171) Use-after-free (CVE-ID: CVE-2023-53145)
The vulnerability allows a local user to escalate privileges on the system.
The vulnerability exists due to a use-after-free error within the btsdio_remove() function in drivers/bluetooth/btsdio.c. A local user can escalate privileges on the system.
172) Use-after-free (CVE-ID: CVE-2024-26804)
The vulnerability allows a local user to escalate privileges on the system.
The vulnerability exists due to a use-after-free error within the tnl_update_pmtu(), ip_md_tunnel_xmit() and ip_tunnel_xmit() functions in net/ipv4/ip_tunnel.c. A local user can escalate privileges on the system.
173) Resource management error (CVE-ID: CVE-2024-28956)
The vulnerability allows a malicious guest to escalate privileges on the system.
The vulnerability exists due to an error in the hardware support for prediction-domain isolation dubbed "Indirect Target Selection". A malicious guest can infer the contents of arbitrary host memory, including memory assigned to other guests.
174) Use-after-free (CVE-ID: CVE-2024-53168)
The vulnerability allows a local user to escalate privileges on the system.
The vulnerability exists due to a use-after-free error within the xs_create_sock() function in net/sunrpc/xprtsock.c, within the svc_create_socket() function in net/sunrpc/svcsock.c. A local user can escalate privileges on the system.
175) Use-after-free (CVE-ID: CVE-2024-56558)
The vulnerability allows a local user to escalate privileges on the system.
The vulnerability exists due to a use-after-free error within the e_show() function in fs/nfsd/export.c. A local user can escalate privileges on the system.
176) Use-after-free (CVE-ID: CVE-2025-21999)
The vulnerability allows a local user to escalate privileges on the system.
The vulnerability exists due to a use-after-free error within the proc_get_inode() function in fs/proc/inode.c, within the proc_create_reg(), proc_create_seq_private() and proc_create_single_data() functions in fs/proc/generic.c. A local user can escalate privileges on the system.

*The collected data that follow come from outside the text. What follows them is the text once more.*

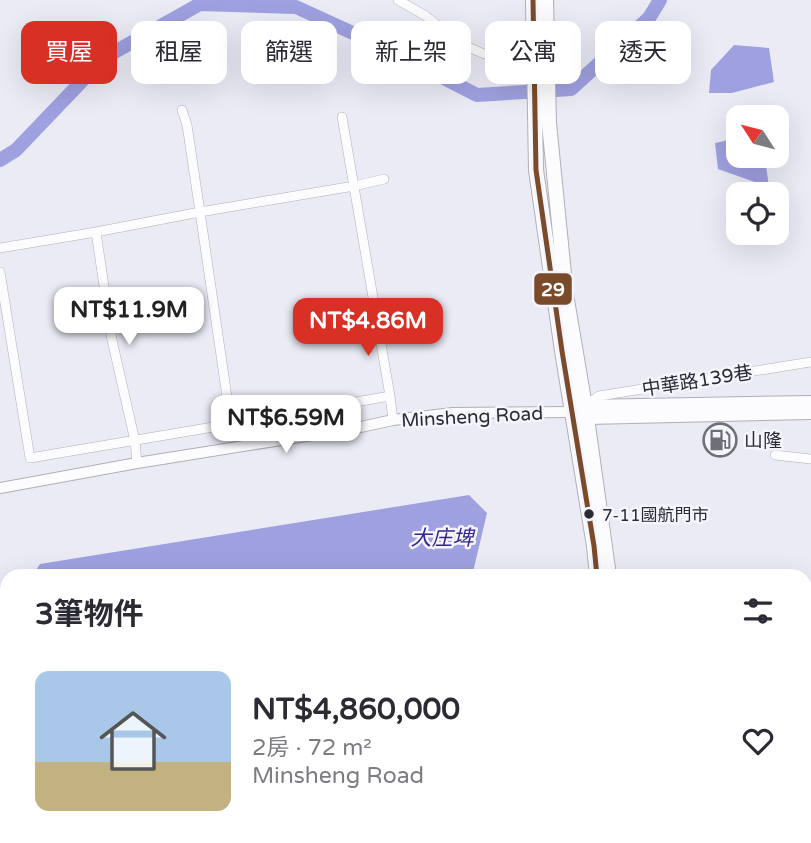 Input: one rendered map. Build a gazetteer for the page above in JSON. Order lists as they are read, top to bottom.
{
  "streets": {
    "main road": ["Minsheng Road"],
    "street": ["中華路139巷"]
  },
  "crossings": [
    ["中華路139巷", "Minsheng Road"]
  ],
  "water": ["大庄埤"],
  "places": {
    "fuel station": ["山隆"],
    "other": ["7-11國航門市"]
  },
  "lines": ["transit line 29"],
  "north": "top left",
  "page": {
    "chip": [
      "買屋",
      "租屋",
      "篩選",
      "新上架",
      "公寓",
      "透天"
    ],
    "price": ["NT$11.9M", "NT$4.86M", "NT$6.59M"],
    "heading": "3筆物件",
    "list": [
      {
        "name": "NT$4,860,000",
        "note": "2房 · 72 m² · Minsheng Road"
      }
    ]
  }
}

177) Resource management error (CVE-ID: CVE-2025-22056)
The vulnerability allows a local user to perform a denial of service (DoS) attack.
The vulnerability exists due to resource management error within the nft_tunnel_obj_geneve_init() and nft_tunnel_opts_dump() functions in net/netfilter/nft_tunnel.c. A local user can perform a denial of service (DoS) attack.
178) NULL pointer dereference (CVE-ID: CVE-2025-23145)
The vulnerability allows a local user to perform a denial of service (DoS) attack.
The vulnerability exists due to NULL pointer dereference within the subflow_hmac_valid() and subflow_syn_recv_sock() functions in net/mptcp/subflow.c. A local user can perform a denial of service (DoS) attack.
179) Use-after-free (CVE-ID: CVE-2025-37785)
The vulnerability allows a local user to escalate privileges on the system.
The vulnerability exists due to a use-after-free error within the __ext4_check_dir_entry() function in fs/ext4/dir.c. A local user can escalate privileges on the system.
180) Input validation error (CVE-ID: CVE-2025-37789)
The vulnerability allows a local user to perform a denial of service (DoS) attack.
The vulnerability exists due to improper input validation within the validate_set() function in net/openvswitch/flow_netlink.c. A local user can perform a denial of service (DoS) attack.
Remediation
Install update from vendor's website.